§ **Records shown**:
---
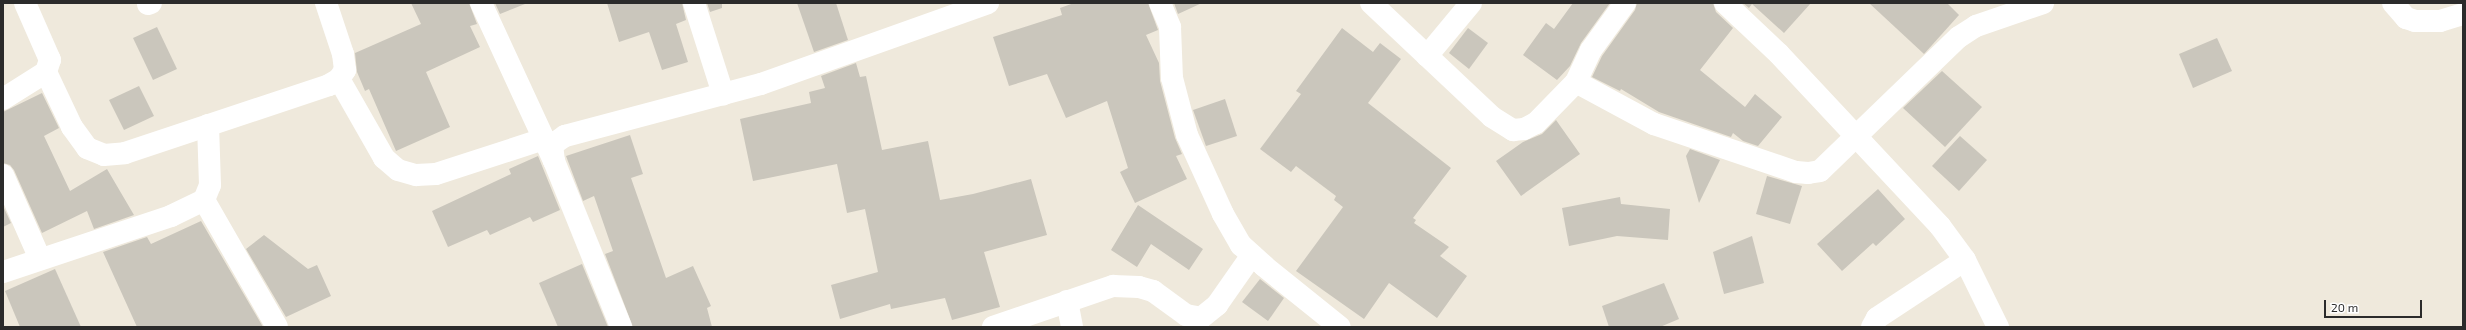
<!DOCTYPE html>
<html>
<head>
<meta charset="utf-8">
<style>
  body { margin:0 }
  #map { position:relative; width:2466px; height:330px; overflow:hidden; background:#efe9dc; font-family:"Exo 2",sans-serif }
  div>[style] { position:absolute }
  .building>* { inset:0; background:#cac6bc }
  .minor>* { height:22px; margin:-11px; padding:0 11px; transform-origin:11px; border-radius:11px; background:#fff }
  span { translate:-50% -50%; white-space:nowrap; text-align:center; line-height:1.15; -webkit-text-stroke:4px #fff; paint-order:stroke }
  .frame { position:absolute; inset:0; border:4px solid #2b2b2b; pointer-events:none }
  .scale { position:absolute; left:2324px; top:300px; width:98px; height:18px; box-sizing:border-box; border:2px solid #2b2b2b; border-top:0; padding-left:5px; font-size:12px; line-height:14px; white-space:nowrap; color:#2b2b2b; -webkit-text-stroke:3px #fff; paint-order:stroke }
</style>
</head>
<body>
<div id="map">
  <div class="building">
    <div style="clip-path:polygon(411px 3px,469px 3px,477px 24px,470px 26px,480px 47px,426px 72px,450px 127px,396px 151px,369px 89px,365px 91px,357px 72px,355px 53px,421px 24px)"></div>
    <div style="clip-path:polygon(495px 3px,525px 3px,525px 4px,500px 14px)"></div>
    <div style="clip-path:polygon(607px 3px,682px 3px,686px 20px,676px 24px,688px 62px,662px 70px,649px 32px,619px 42px)"></div>
    <div style="clip-path:polygon(707px 3px,722px 3px,722px 8px,710px 12px)"></div>
    <div style="clip-path:polygon(797px 3px,836px 3px,848px 40px,814px 52px)"></div>
    <div style="clip-path:polygon(1074px 3px,1148px 3px,1158px 30px,1146px 35px,1159px 63px,1160px 81px,1175px 138px,1182px 154px,1176px 156px,1187px 179px,1135px 203px,1120px 172px,1128px 168px,1107px 101px,1066px 118px,1047px 74px,1009px 86px,993px 37px,1062px 15px,1060px 8px)"></div>
    <div style="clip-path:polygon(1174px 3px,1202px 3px,1178px 14px)"></div>
    <div style="clip-path:polygon(1573px 3px,1610px 3px,1581px 43px,1570px 66px,1557px 80px,1523px 55px,1546px 23px,1554px 29px)"></div>
    <div style="clip-path:polygon(1637px 3px,1713px 3px,1716px 12px,1733px 28px,1700px 70px,1745px 107px,1755px 94px,1782px 117px,1758px 146px,1743px 141px,1733px 133px,1731px 137px,1659px 112px,1621px 89px,1620px 91px,1592px 77px,1602px 56px,1635px 10px)"></div>
    <div style="clip-path:polygon(1743px 3px,1811px 3px,1784px 33px,1752px 4px,1749px 8px)"></div>
    <div style="clip-path:polygon(1869px 3px,1947px 3px,1959px 15px,1924px 54px)"></div>
    <div style="clip-path:polygon(157px 27px,177px 69px,153px 80px,133px 38px)"></div>
    <div style="clip-path:polygon(1342px 28px,1373px 52px,1380px 43px,1401px 59px,1368px 103px,1451px 168px,1413px 218px,1416px 220px,1414px 223px,1449px 247px,1440px 256px,1467px 276px,1437px 318px,1389px 283px,1364px 319px,1296px 271px,1343px 207px,1334px 200px,1336px 196px,1296px 166px,1291px 172px,1260px 149px,1301px 94px,1296px 91px)"></div>
    <div style="clip-path:polygon(1468px 28px,1488px 43px,1469px 69px,1449px 53px)"></div>
    <div style="clip-path:polygon(2217px 38px,2232px 71px,2193px 88px,2179px 54px)"></div>
    <div style="clip-path:polygon(856px 63px,860px 77px,866px 76px,882px 150px,928px 141px,940px 200px,973px 194px,1031px 179px,1047px 235px,984px 252px,1000px 307px,952px 320px,945px 298px,891px 309px,890px 304px,840px 319px,831px 285px,878px 272px,865px 209px,847px 213px,837px 164px,753px 181px,740px 119px,811px 103px,809px 92px,825px 88px,821px 76px)"></div>
    <div style="clip-path:polygon(1942px 71px,1982px 107px,1945px 147px,1903px 108px)"></div>
    <div style="clip-path:polygon(139px 86px,154px 116px,124px 130px,109px 100px)"></div>
    <div style="clip-path:polygon(42px 93px,59px 128px,44px 136px,70px 191px,107px 169px,134px 215px,94px 229px,87px 211px,42px 233px,14px 170px,10px 165px,3px 163px,3px 112px)"></div>
    <div style="clip-path:polygon(1225px 99px,1237px 136px,1206px 146px,1193px 110px)"></div>
    <div style="clip-path:polygon(1556px 120px,1580px 154px,1521px 196px,1496px 161px,1523px 142px,1542px 134px)"></div>
    <div style="clip-path:polygon(630px 135px,643px 174px,631px 178px,666px 278px,693px 266px,711px 306px,707px 308px,712px 327px,633px 327px,605px 254px,613px 251px,594px 196px,583px 201px,566px 156px)"></div>
    <div style="clip-path:polygon(1960px 136px,1987px 160px,1959px 191px,1932px 166px)"></div>
    <div style="clip-path:polygon(1690px 149px,1720px 160px,1699px 203px,1686px 156px)"></div>
    <div style="clip-path:polygon(538px 156px,560px 210px,533px 222px,530px 217px,490px 235px,487px 230px,448px 247px,432px 211px,511px 174px,509px 169px)"></div>
    <div style="clip-path:polygon(1767px 176px,1802px 186px,1790px 224px,1756px 214px)"></div>
    <div style="clip-path:polygon(1878px 189px,1905px 219px,1876px 246px,1873px 243px,1842px 271px,1817px 244px)"></div>
    <div style="clip-path:polygon(1620px 197px,1621px 204px,1670px 209px,1668px 240px,1617px 236px,1569px 246px,1562px 208px)"></div>
    <div style="clip-path:polygon(1138px 205px,1203px 249px,1189px 270px,1151px 244px,1137px 267px,1111px 250px)"></div>
    <div style="clip-path:polygon(3px 206px,11px 223px,3px 227px)"></div>
    <div style="clip-path:polygon(201px 221px,263px 327px,137px 327px,103px 252px,147px 237px,151px 244px)"></div>
    <div style="clip-path:polygon(264px 235px,308px 269px,317px 265px,331px 296px,286px 317px,246px 249px)"></div>
    <div style="clip-path:polygon(1752px 236px,1764px 283px,1724px 294px,1713px 252px)"></div>
    <div style="clip-path:polygon(582px 264px,608px 327px,558px 327px,539px 283px)"></div>
    <div style="clip-path:polygon(55px 269px,81px 327px,20px 327px,5px 291px)"></div>
    <div style="clip-path:polygon(1260px 279px,1284px 298px,1268px 321px,1242px 302px)"></div>
    <div style="clip-path:polygon(1664px 283px,1679px 319px,1660px 327px,1609px 327px,1602px 306px)"></div>
  </div>
  <div class="minor">
    <div style="left:481px;top:3px;width:174px;rotate:65.2deg"></div>
    <div style="left:554px;top:161px;width:179px;rotate:68deg"></div>
    <div style="left:694px;top:3px;width:96px;rotate:72.3deg"></div>
    <div style="left:1160px;top:3px;width:26px;rotate:67deg"></div>
    <div style="left:1170px;top:27px;width:51px;rotate:87.8deg"></div>
    <div style="left:1172px;top:78px;width:59px;rotate:75.3deg"></div>
    <div style="left:1187px;top:135px;width:87px;rotate:65.5deg"></div>
    <div style="left:1223px;top:214px;width:36px;rotate:60deg"></div>
    <div style="left:1241px;top:245px;width:31px;rotate:42deg"></div>
    <div style="left:1264px;top:266px;width:97px;rotate:38.8deg"></div>
    <div style="left:1371px;top:3px;width:166px;rotate:43.3deg"></div>
    <div style="left:1492px;top:117px;width:25px;rotate:32deg"></div>
    <div style="left:1513px;top:130px;width:11px;rotate:-5deg"></div>
    <div style="left:1524px;top:129px;width:13px;rotate:-27deg"></div>
    <div style="left:1536px;top:123px;width:57px;rotate:-45.7deg"></div>
    <div style="left:1576px;top:82px;width:35px;rotate:-65deg"></div>
    <div style="left:1591px;top:50px;width:58px;rotate:-54.1deg"></div>
    <div style="left:1725px;top:3px;width:74px;rotate:43.4deg"></div>
    <div style="left:1779px;top:54px;width:236px;rotate:46.9deg"></div>
    <div style="left:1940px;top:226px;width:42px;rotate:53.7deg"></div>
    <div style="left:1965px;top:260px;width:75px;rotate:63.8deg"></div>
    <div style="left:2393px;top:3px;width:20px;rotate:49deg"></div>
    <div style="left:2406px;top:18px;width:9px;rotate:18deg"></div>
    <div style="left:2415px;top:21px;width:25px"></div>
    <div style="left:2440px;top:21px;width:24px;rotate:-17deg"></div>
    <div style="left:148px;top:4px;width:3px;rotate:-18deg"></div>
    <div style="left:1427px;top:56px;width:69px;rotate:-50.3deg"></div>
    <div style="left:46px;top:72px;width:61px;rotate:64.7deg"></div>
    <div style="left:72px;top:127px;width:26px;rotate:54deg"></div>
    <div style="left:87px;top:148px;width:18px;rotate:22deg"></div>
    <div style="left:104px;top:155px;width:21px;rotate:-5deg"></div>
    <div style="left:125px;top:153px;width:215px;rotate:-18.4deg"></div>
    <div style="left:329px;top:85px;width:12px;rotate:-31deg"></div>
    <div style="left:339px;top:79px;width:11px;rotate:-56deg"></div>
    <div style="left:345px;top:70px;width:16px;rotate:-97deg"></div>
    <div style="left:343px;top:54px;width:54px;rotate:-108.4deg"></div>
    <div style="left:339px;top:79px;width:91px;rotate:60.3deg"></div>
    <div style="left:384px;top:158px;width:18px;rotate:41deg"></div>
    <div style="left:398px;top:170px;width:19px;rotate:16deg"></div>
    <div style="left:416px;top:175px;width:20px;rotate:-3deg"></div>
    <div style="left:436px;top:174px;width:114px;rotate:-18deg"></div>
    <div style="left:1576px;top:82px;width:89px;rotate:28.3deg"></div>
    <div style="left:1654px;top:124px;width:150px;rotate:18.7deg"></div>
    <div style="left:1796px;top:172px;width:12px;rotate:5deg"></div>
    <div style="left:1808px;top:173px;width:12px;rotate:-9deg"></div>
    <div style="left:1820px;top:171px;width:193px;rotate:-44deg"></div>
    <div style="left:1959px;top:37px;width:20px;rotate:-33deg"></div>
    <div style="left:1976px;top:26px;width:71px;rotate:-18.9deg"></div>
    <div style="left:3px;top:99px;width:51px;rotate:-32.1deg"></div>
    <div style="left:46px;top:72px;width:13px;rotate:-72deg"></div>
    <div style="left:50px;top:60px;width:62px;rotate:-113.7deg"></div>
    <div style="left:554px;top:161px;width:16px;rotate:-97deg"></div>
    <div style="left:552px;top:145px;width:16px;rotate:-35deg"></div>
    <div style="left:565px;top:136px;width:203px;rotate:-14.9deg"></div>
    <div style="left:761px;top:84px;width:241px;rotate:-19.6deg"></div>
    <div style="left:3px;top:175px;width:92px;rotate:66.2deg"></div>
    <div style="left:204px;top:200px;width:146px;rotate:60.1deg"></div>
    <div style="left:3px;top:272px;width:177px;rotate:-18.4deg"></div>
    <div style="left:171px;top:216px;width:37px;rotate:-26deg"></div>
    <div style="left:204px;top:200px;width:16px;rotate:-68deg"></div>
    <div style="left:210px;top:185px;width:60px;rotate:-91.9deg"></div>
    <div style="left:1067px;top:301px;width:26px;rotate:79deg"></div>
    <div style="left:993px;top:327px;width:127px;rotate:-18.9deg"></div>
    <div style="left:1113px;top:286px;width:26px;rotate:2deg"></div>
    <div style="left:1139px;top:287px;width:15px;rotate:16deg"></div>
    <div style="left:1153px;top:291px;width:41px;rotate:36deg"></div>
    <div style="left:1186px;top:315px;width:15px;rotate:11deg"></div>
    <div style="left:1201px;top:318px;width:21px;rotate:-39deg"></div>
    <div style="left:1217px;top:305px;width:61px;rotate:-55deg"></div>
    <div style="left:1872px;top:327px;width:10px;rotate:-61deg"></div>
    <div style="left:1877px;top:318px;width:105px;rotate:-33.4deg"></div>
  </div>
  <div class="frame"></div>
  <div class="scale">20 m</div>
</div>
</body>
</html>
---
§ **Problem**:
Write down, word for word, the lines above from the one containing "height:22px; margin:-11px; padding:0" through the one containing "3px,1148px 3px,1158px 30px,1146px", both ends included.

§ **Expected output**:
  .minor>* { height:22px; margin:-11px; padding:0 11px; transform-origin:11px; border-radius:11px; background:#fff }
  span { translate:-50% -50%; white-space:nowrap; text-align:center; line-height:1.15; -webkit-text-stroke:4px #fff; paint-order:stroke }
  .frame { position:absolute; inset:0; border:4px solid #2b2b2b; pointer-events:none }
  .scale { position:absolute; left:2324px; top:300px; width:98px; height:18px; box-sizing:border-box; border:2px solid #2b2b2b; border-top:0; padding-left:5px; font-size:12px; line-height:14px; white-space:nowrap; color:#2b2b2b; -webkit-text-stroke:3px #fff; paint-order:stroke }
</style>
</head>
<body>
<div id="map">
  <div class="building">
    <div style="clip-path:polygon(411px 3px,469px 3px,477px 24px,470px 26px,480px 47px,426px 72px,450px 127px,396px 151px,369px 89px,365px 91px,357px 72px,355px 53px,421px 24px)"></div>
    <div style="clip-path:polygon(495px 3px,525px 3px,525px 4px,500px 14px)"></div>
    <div style="clip-path:polygon(607px 3px,682px 3px,686px 20px,676px 24px,688px 62px,662px 70px,649px 32px,619px 42px)"></div>
    <div style="clip-path:polygon(707px 3px,722px 3px,722px 8px,710px 12px)"></div>
    <div style="clip-path:polygon(797px 3px,836px 3px,848px 40px,814px 52px)"></div>
    <div style="clip-path:polygon(1074px 3px,1148px 3px,1158px 30px,1146px 35px,1159px 63px,1160px 81px,1175px 138px,1182px 154px,1176px 156px,1187px 179px,1135px 203px,1120px 172px,1128px 168px,1107px 101px,1066px 118px,1047px 74px,1009px 86px,993px 37px,1062px 15px,1060px 8px)"></div>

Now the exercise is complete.